Let a > 0, and let P (x) be a polynomial with integer coefficients such that P (

Question

Let a > 0, and let P (x) be a polynomial with integer coefficients such that P (l) = P (3) = P(5) = P (7) = a, and P (2) = P (4) = P (6) = P (8) = -a.
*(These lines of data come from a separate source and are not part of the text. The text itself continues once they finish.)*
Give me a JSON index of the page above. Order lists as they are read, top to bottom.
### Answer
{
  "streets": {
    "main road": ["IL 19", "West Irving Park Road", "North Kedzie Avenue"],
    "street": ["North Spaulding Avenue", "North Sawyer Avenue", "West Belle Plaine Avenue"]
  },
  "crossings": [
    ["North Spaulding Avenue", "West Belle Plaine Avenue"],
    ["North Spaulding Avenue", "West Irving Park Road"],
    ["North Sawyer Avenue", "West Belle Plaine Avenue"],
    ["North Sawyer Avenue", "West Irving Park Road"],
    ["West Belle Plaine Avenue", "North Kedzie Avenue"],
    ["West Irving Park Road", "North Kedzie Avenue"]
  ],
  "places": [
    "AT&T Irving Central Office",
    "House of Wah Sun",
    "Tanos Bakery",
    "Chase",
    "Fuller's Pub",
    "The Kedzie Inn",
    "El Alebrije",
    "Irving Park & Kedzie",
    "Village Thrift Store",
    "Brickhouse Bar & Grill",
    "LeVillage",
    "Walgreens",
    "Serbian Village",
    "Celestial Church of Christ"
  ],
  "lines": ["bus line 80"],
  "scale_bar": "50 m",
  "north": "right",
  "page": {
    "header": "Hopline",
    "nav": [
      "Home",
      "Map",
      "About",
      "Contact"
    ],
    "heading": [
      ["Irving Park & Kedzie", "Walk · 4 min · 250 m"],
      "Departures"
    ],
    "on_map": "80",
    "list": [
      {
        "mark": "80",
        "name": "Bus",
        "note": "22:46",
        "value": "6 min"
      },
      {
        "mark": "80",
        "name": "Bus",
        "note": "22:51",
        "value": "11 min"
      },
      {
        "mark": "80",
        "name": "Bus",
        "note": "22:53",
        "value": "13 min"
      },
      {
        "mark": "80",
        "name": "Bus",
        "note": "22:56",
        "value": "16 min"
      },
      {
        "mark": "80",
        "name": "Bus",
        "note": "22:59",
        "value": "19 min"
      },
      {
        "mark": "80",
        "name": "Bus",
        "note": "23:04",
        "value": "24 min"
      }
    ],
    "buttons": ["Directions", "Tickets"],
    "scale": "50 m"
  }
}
What is the smallest possible value of a? (A) 105 (B) 315 (C) 945 (D) 7! (E) 8! Monic quadratic polynomials P (x) and Q (x) have the property that P (Q(x)) has zeros at x = -23, -21, -17, and -15, and Q (P (x)) has zeros at x = -59, -57, -51 and -49. What is the sum of the minimum values of P (x) and Q (x)? (A) -100 (B) -82 (C) -73 (D) -64 (E) 0

Explanation / Answer

Ans(1):

Given that P(1) = P(3) = P(5) = P(7) = a
lets define polynomial R(x) such that

R(x) = P(x) - a...(i)

Then x=1,3,5,7 will be roots of R(x)
As x=1,3,5,7 are roots of R(x), so we can write R(x) as

R(x)=(x-1)(x-3)(x-5)(x-7)(Q(x))...(ii)

using (i) and (ii) we get:
P(x) - a=(x-1)(x-3)(x-5)(x-7)(Q(x))...(iii)
plugx=2,4,6,8 respectively we get:

P(2)-a=(2-1)(2-3)(2-5)(2-7)Q(2)
or -a-a = -15Q(2) {given P(2)=-a}
or -2a = -15Q(2)...(iv)

similarly
P(4)-a=(4-1)(4-3)(4-5)(4-7)Q(4)
or -2a = 9Q(4)...(v)

similarly
P(6)-a=(6-1)(6-3)(6-5)(6-7)Q(6)
or -2a = -15Q(6)...(vi)

similarly
P(8)-a=(8-1)(8-3)(8-5)(8-7)Q(8)
or -2a = 105Q(8)...(vii)

Using (iv),(v),(vi),(vii) we get:
-2a=-15Q(2)=9Q(4)=-15Q(6)=105Q(8)
So the least value of a must be the LCM of {15,9,15,105} which is 315.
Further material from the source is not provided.